━━━━━ RECORDS SHOWN

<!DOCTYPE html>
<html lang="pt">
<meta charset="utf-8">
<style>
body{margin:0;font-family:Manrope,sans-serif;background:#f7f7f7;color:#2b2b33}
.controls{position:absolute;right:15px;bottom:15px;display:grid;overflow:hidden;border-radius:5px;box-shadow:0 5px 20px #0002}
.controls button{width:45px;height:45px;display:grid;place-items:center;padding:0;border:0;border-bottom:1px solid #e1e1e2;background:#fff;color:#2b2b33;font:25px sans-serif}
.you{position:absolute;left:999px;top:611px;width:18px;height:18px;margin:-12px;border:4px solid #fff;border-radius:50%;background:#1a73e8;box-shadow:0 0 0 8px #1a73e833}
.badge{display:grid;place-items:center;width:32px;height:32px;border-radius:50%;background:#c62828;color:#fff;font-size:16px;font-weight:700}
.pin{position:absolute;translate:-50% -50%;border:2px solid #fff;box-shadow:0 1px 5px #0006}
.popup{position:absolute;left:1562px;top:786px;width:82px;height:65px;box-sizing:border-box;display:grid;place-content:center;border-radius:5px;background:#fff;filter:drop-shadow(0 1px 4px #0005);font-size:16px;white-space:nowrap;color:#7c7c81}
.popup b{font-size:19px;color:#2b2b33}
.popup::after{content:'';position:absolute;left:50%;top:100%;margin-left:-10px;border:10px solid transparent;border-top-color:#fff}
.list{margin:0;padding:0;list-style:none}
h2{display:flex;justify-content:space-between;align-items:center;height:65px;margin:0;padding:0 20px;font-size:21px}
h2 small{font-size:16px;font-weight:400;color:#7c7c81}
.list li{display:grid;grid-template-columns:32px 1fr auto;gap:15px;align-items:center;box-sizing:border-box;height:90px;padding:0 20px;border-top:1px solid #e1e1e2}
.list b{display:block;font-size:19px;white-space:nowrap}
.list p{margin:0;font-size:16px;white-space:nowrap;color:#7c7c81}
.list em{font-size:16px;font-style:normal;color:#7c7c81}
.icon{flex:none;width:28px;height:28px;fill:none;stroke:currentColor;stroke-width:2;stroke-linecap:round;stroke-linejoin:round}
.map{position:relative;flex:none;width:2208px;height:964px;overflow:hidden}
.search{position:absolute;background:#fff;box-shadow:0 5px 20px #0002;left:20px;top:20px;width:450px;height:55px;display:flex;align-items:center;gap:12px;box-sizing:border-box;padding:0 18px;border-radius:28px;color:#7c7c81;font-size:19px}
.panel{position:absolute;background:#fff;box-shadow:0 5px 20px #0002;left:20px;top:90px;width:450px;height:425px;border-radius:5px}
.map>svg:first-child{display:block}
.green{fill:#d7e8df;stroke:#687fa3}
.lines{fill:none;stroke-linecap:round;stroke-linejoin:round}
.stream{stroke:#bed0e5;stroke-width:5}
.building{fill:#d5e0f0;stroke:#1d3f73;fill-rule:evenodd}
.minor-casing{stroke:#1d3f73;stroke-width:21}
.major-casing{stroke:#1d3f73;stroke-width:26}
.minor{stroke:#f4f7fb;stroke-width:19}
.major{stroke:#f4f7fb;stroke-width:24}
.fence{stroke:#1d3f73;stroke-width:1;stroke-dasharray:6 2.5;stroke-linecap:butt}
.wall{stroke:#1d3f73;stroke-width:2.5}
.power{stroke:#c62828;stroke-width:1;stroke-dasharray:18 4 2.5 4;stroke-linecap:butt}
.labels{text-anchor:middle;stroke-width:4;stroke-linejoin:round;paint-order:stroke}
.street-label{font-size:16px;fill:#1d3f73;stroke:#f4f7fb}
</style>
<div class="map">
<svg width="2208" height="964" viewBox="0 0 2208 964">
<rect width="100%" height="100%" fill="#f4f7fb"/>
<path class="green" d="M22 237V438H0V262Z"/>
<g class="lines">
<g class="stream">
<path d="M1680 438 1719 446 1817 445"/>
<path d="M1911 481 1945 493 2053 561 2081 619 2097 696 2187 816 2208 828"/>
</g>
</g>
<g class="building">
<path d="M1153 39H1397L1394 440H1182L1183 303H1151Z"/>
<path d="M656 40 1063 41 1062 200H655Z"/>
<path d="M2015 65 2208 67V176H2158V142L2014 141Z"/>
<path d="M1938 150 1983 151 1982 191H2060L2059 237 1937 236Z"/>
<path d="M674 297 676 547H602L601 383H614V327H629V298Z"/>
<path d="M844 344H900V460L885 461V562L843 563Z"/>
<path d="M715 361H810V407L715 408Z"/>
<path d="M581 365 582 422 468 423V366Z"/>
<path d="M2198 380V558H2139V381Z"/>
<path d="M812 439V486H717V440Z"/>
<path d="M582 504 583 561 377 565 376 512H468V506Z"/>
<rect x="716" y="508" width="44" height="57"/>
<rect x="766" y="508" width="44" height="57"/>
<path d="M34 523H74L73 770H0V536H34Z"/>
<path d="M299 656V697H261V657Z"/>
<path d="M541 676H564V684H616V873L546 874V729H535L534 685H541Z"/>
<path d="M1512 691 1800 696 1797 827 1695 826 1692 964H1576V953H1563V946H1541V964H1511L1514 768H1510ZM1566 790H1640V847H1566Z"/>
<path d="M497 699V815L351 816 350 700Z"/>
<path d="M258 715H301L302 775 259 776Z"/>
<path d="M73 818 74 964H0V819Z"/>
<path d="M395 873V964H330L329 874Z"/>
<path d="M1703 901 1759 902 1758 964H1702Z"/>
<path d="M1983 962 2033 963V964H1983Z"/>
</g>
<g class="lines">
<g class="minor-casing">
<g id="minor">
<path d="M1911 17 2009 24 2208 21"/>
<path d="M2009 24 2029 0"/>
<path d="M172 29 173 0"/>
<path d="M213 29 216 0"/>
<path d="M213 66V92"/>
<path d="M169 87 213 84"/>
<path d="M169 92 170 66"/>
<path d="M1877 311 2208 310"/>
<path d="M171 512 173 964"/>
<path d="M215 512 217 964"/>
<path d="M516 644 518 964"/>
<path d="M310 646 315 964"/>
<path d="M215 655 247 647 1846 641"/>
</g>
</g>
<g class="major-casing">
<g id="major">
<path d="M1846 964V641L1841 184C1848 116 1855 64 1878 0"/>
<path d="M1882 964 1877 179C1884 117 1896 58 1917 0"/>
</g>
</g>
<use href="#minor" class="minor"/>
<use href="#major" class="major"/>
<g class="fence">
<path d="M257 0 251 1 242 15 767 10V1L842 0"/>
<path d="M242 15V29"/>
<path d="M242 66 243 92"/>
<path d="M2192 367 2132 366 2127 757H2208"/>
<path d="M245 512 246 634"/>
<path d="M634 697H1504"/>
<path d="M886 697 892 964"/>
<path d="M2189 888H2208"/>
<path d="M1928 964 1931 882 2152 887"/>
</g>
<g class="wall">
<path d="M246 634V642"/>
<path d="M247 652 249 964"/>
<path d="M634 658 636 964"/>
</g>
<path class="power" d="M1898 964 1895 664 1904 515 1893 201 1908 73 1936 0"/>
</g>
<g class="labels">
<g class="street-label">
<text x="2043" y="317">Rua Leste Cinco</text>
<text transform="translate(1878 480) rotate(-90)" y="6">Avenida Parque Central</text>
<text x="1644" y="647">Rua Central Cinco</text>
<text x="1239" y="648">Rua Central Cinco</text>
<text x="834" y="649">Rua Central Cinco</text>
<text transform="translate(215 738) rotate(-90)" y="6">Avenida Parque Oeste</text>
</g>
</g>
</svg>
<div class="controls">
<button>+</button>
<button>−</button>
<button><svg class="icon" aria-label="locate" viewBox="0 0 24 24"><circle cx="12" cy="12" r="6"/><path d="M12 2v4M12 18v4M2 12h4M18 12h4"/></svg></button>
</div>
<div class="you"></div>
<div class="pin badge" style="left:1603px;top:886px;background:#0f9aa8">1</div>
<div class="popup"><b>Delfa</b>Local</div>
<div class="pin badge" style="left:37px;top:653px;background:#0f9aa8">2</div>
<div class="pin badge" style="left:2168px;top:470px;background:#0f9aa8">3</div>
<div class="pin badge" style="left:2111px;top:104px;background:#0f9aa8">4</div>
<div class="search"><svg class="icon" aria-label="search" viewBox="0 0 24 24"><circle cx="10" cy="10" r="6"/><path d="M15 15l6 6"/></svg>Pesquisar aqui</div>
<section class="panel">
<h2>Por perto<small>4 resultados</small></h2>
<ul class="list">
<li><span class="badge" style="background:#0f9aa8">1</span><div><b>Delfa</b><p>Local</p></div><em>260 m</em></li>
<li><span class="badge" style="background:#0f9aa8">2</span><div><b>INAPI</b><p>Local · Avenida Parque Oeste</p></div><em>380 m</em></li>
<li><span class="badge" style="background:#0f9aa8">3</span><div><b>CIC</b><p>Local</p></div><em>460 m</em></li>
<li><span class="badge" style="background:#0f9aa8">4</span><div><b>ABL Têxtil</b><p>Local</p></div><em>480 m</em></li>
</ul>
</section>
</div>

━━━━━━━━━━

TASK DIRECTIONS:
Within the data above, find the lines that contain the word "place" and copy each of them.

ANSWER SECTION:
.controls button{width:45px;height:45px;display:grid;place-items:center;padding:0;border:0;border-bottom:1px solid #e1e1e2;background:#fff;color:#2b2b33;font:25px sans-serif}
.badge{display:grid;place-items:center;width:32px;height:32px;border-radius:50%;background:#c62828;color:#fff;font-size:16px;font-weight:700}
.popup{position:absolute;left:1562px;top:786px;width:82px;height:65px;box-sizing:border-box;display:grid;place-content:center;border-radius:5px;background:#fff;filter:drop-shadow(0 1px 4px #0005);font-size:16px;white-space:nowrap;color:#7c7c81}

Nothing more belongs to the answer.